WHAT IS REQUIRED. All of the data, word for word and free of pictures, is the expected result.

DATA FOR THIS TASK.

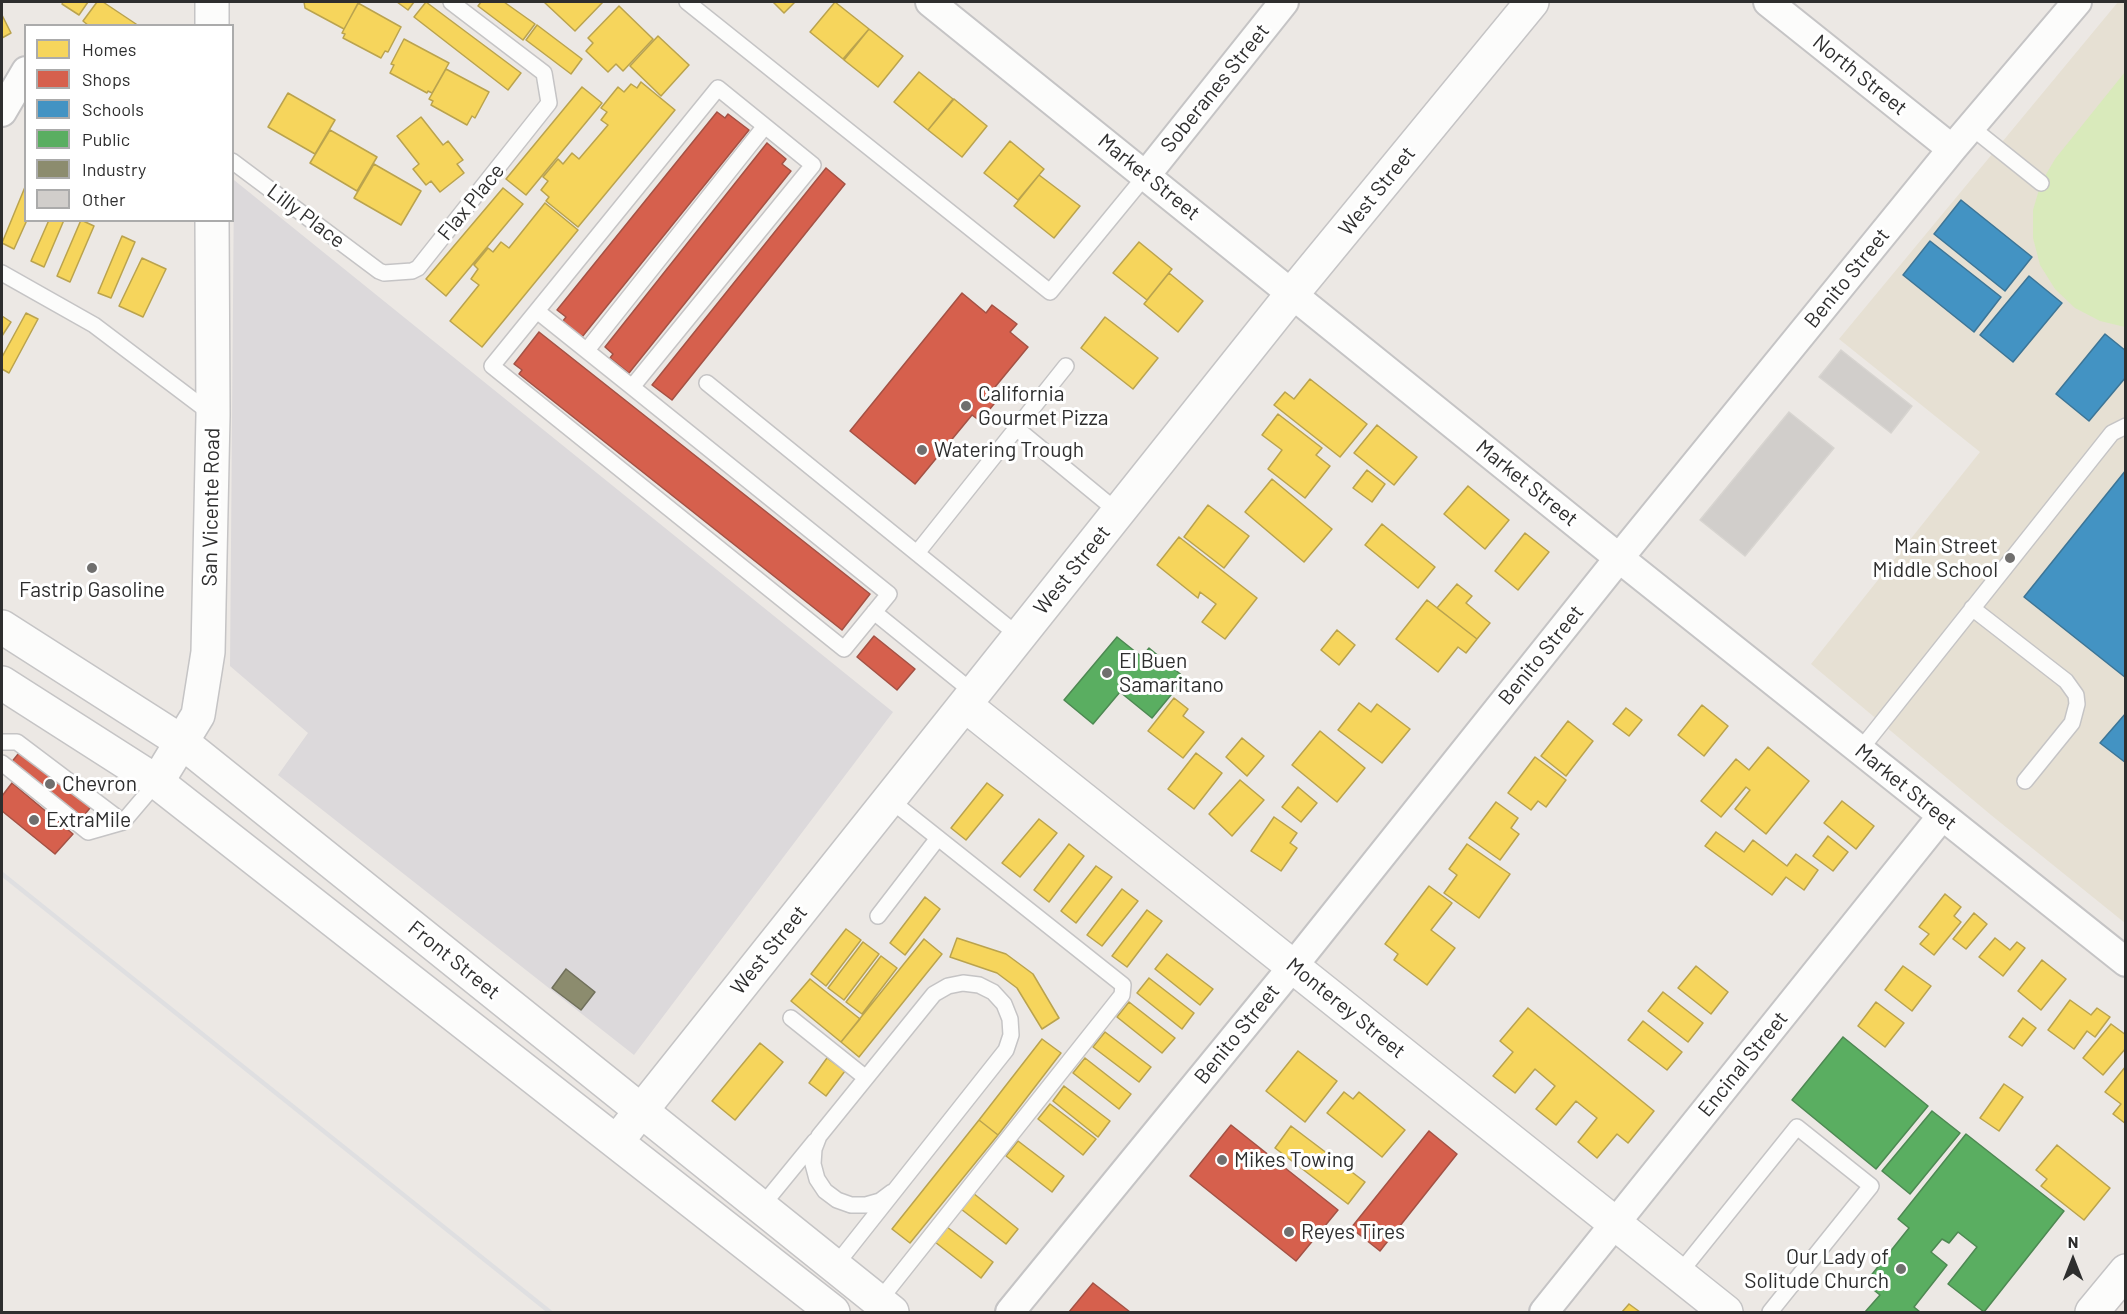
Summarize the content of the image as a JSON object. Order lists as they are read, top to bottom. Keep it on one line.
{"streets":{"street":["North Street","Soberanes Street","Market Street","West Street","Benito Street","San Vicente Road","Front Street","Monterey Street","Encinal Street"],"lane":["Flax Place","Lilly Place"]},"crossings":[["North Street","Benito Street"],["Soberanes Street","Market Street"],["Market Street","West Street"],["Market Street","Benito Street"],["Market Street","Encinal Street"],["West Street","Front Street"],["West Street","Monterey Street"],["Flax Place","Lilly Place"],["Benito Street","Monterey Street"],["San Vicente Road","Front Street"],["Monterey Street","Encinal Street"]],"places":["California Gourmet Pizza","Watering Trough","Main Street Middle School","Fastrip Gasoline","El Buen Samaritano","Chevron","ExtraMile","Mikes Towing","Reyes Tires","Our Lady of Solitude Church"],"legend":["Homes","Shops","Schools","Public","Industry","Other"],"north":"top"}
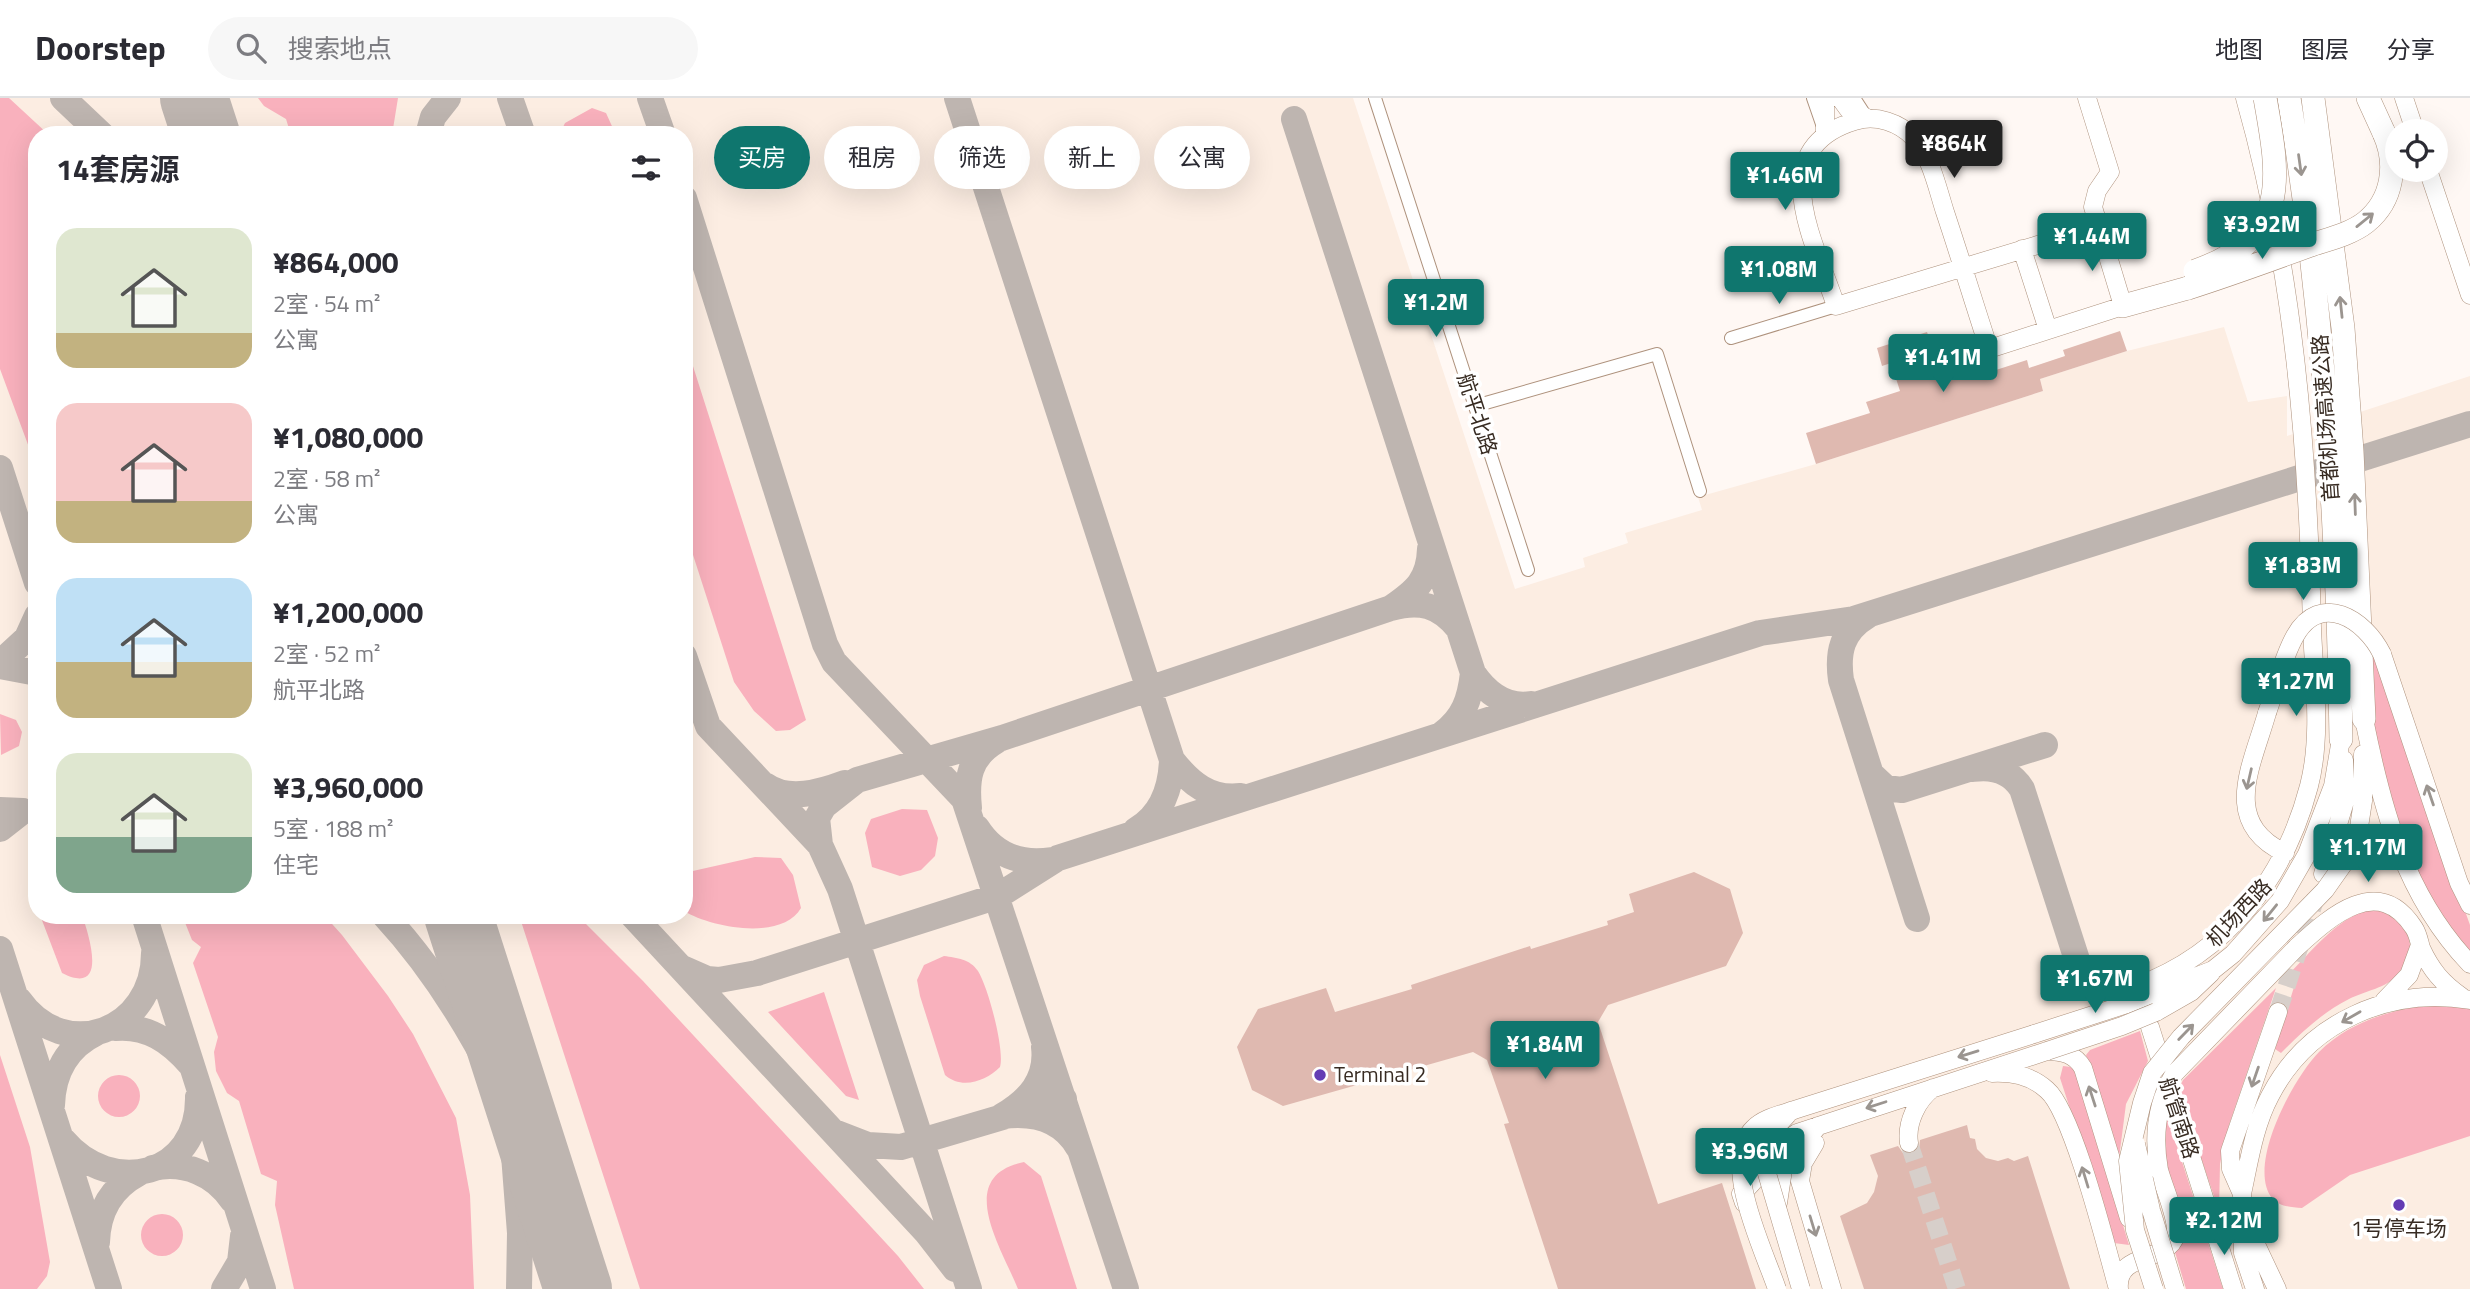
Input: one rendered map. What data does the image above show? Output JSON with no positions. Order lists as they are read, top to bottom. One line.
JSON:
{"streets":{"highway":["首都机场高速公路"],"street":["航平北路","机场西路","航管南路"]},"places":["Terminal 2","1号停车场"],"page":{"header":"Doorstep","search":"搜索地点","nav":["地图","图层","分享"],"price":["¥864K","¥1.46M","¥3.92M","¥1.44M","¥1.08M","¥1.2M","¥1.41M","¥1.83M","¥1.27M","¥1.17M","¥1.67M","¥1.84M","¥3.96M","¥2.12M"],"chip":["买房","租房","筛选","新上","公寓"],"heading":"14套房源","list":[{"name":"¥864,000","note":"2室 · 54 m² · 公寓"},{"name":"¥1,080,000","note":"2室 · 58 m² · 公寓"},{"name":"¥1,200,000","note":"2室 · 52 m² · 航平北路"},{"name":"¥3,960,000","note":"5室 · 188 m² · 住宅"}]}}
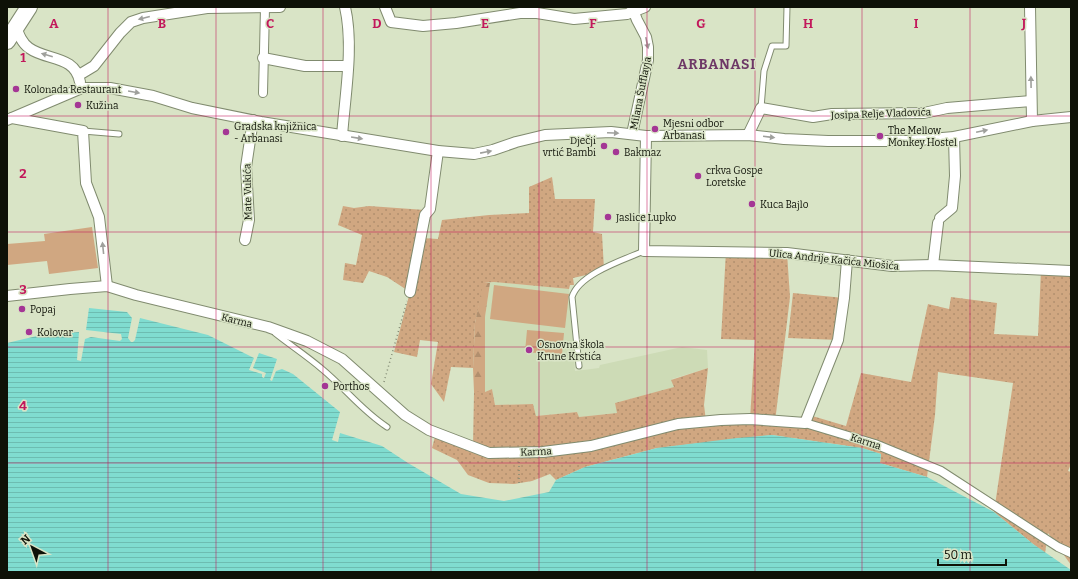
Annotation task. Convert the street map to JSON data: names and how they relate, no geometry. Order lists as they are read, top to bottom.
{
  "streets": {
    "street": [
      "Milana Šufflayja",
      "Josipa Relje Vladovića",
      "Mate Vukića",
      "Ulica Andrije Kačića Miošića",
      "Karma"
    ]
  },
  "one_way": ["Milana Šufflayja"],
  "districts": ["ARBANASI"],
  "places": [
    "Kolonada Restaurant",
    "Kužina",
    "Mjesni odbor Arbanasi",
    "Gradska knjižnica - Arbanasi",
    "The Mellow Monkey Hostel",
    "Dječji vrtić Bambi",
    "Bakmaz",
    "crkva Gospe Loretske",
    "Kuca Bajlo",
    "Jaslice Lupko",
    "Popaj",
    "Kolovar",
    "Osnovna škola Krune Krstića",
    "Porthos"
  ],
  "scale_bar": "50 m",
  "north": "top left",
  "grid": {
    "columns": [
      "A",
      "B",
      "C",
      "D",
      "E",
      "F",
      "G",
      "H",
      "I",
      "J"
    ],
    "rows": [
      "1",
      "2",
      "3",
      "4"
    ]
  }
}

RESPONSE FOR THIS EXERCISE.
Summarize the content of the image as a JSON object. Order lists as they are read, top to bottom. Keep it on one line.
{"streets":{"street":["North Street","Soberanes Street","Market Street","West Street","Benito Street","San Vicente Road","Front Street","Monterey Street","Encinal Street"],"lane":["Flax Place","Lilly Place"]},"crossings":[["North Street","Benito Street"],["Soberanes Street","Market Street"],["Market Street","West Street"],["Market Street","Benito Street"],["Market Street","Encinal Street"],["West Street","Front Street"],["West Street","Monterey Street"],["Flax Place","Lilly Place"],["Benito Street","Monterey Street"],["San Vicente Road","Front Street"],["Monterey Street","Encinal Street"]],"places":["California Gourmet Pizza","Watering Trough","Main Street Middle School","Fastrip Gasoline","El Buen Samaritano","Chevron","ExtraMile","Mikes Towing","Reyes Tires","Our Lady of Solitude Church"],"legend":["Homes","Shops","Schools","Public","Industry","Other"],"north":"top"}
Input: one rendered map. What data does the image above show? Output JSON with no positions. Order lists as they are read, top to bottom. One line.
JSON:
{"streets":{"highway":["首都机场高速公路"],"street":["航平北路","机场西路","航管南路"]},"places":["Terminal 2","1号停车场"],"page":{"header":"Doorstep","search":"搜索地点","nav":["地图","图层","分享"],"price":["¥864K","¥1.46M","¥3.92M","¥1.44M","¥1.08M","¥1.2M","¥1.41M","¥1.83M","¥1.27M","¥1.17M","¥1.67M","¥1.84M","¥3.96M","¥2.12M"],"chip":["买房","租房","筛选","新上","公寓"],"heading":"14套房源","list":[{"name":"¥864,000","note":"2室 · 54 m² · 公寓"},{"name":"¥1,080,000","note":"2室 · 58 m² · 公寓"},{"name":"¥1,200,000","note":"2室 · 52 m² · 航平北路"},{"name":"¥3,960,000","note":"5室 · 188 m² · 住宅"}]}}
Annotation task. Convert the street map to JSON data: names and how they relate, no geometry. Order lists as they are read, top to bottom.
{
  "streets": {
    "street": [
      "Milana Šufflayja",
      "Josipa Relje Vladovića",
      "Mate Vukića",
      "Ulica Andrije Kačića Miošića",
      "Karma"
    ]
  },
  "one_way": ["Milana Šufflayja"],
  "districts": ["ARBANASI"],
  "places": [
    "Kolonada Restaurant",
    "Kužina",
    "Mjesni odbor Arbanasi",
    "Gradska knjižnica - Arbanasi",
    "The Mellow Monkey Hostel",
    "Dječji vrtić Bambi",
    "Bakmaz",
    "crkva Gospe Loretske",
    "Kuca Bajlo",
    "Jaslice Lupko",
    "Popaj",
    "Kolovar",
    "Osnovna škola Krune Krstića",
    "Porthos"
  ],
  "scale_bar": "50 m",
  "north": "top left",
  "grid": {
    "columns": [
      "A",
      "B",
      "C",
      "D",
      "E",
      "F",
      "G",
      "H",
      "I",
      "J"
    ],
    "rows": [
      "1",
      "2",
      "3",
      "4"
    ]
  }
}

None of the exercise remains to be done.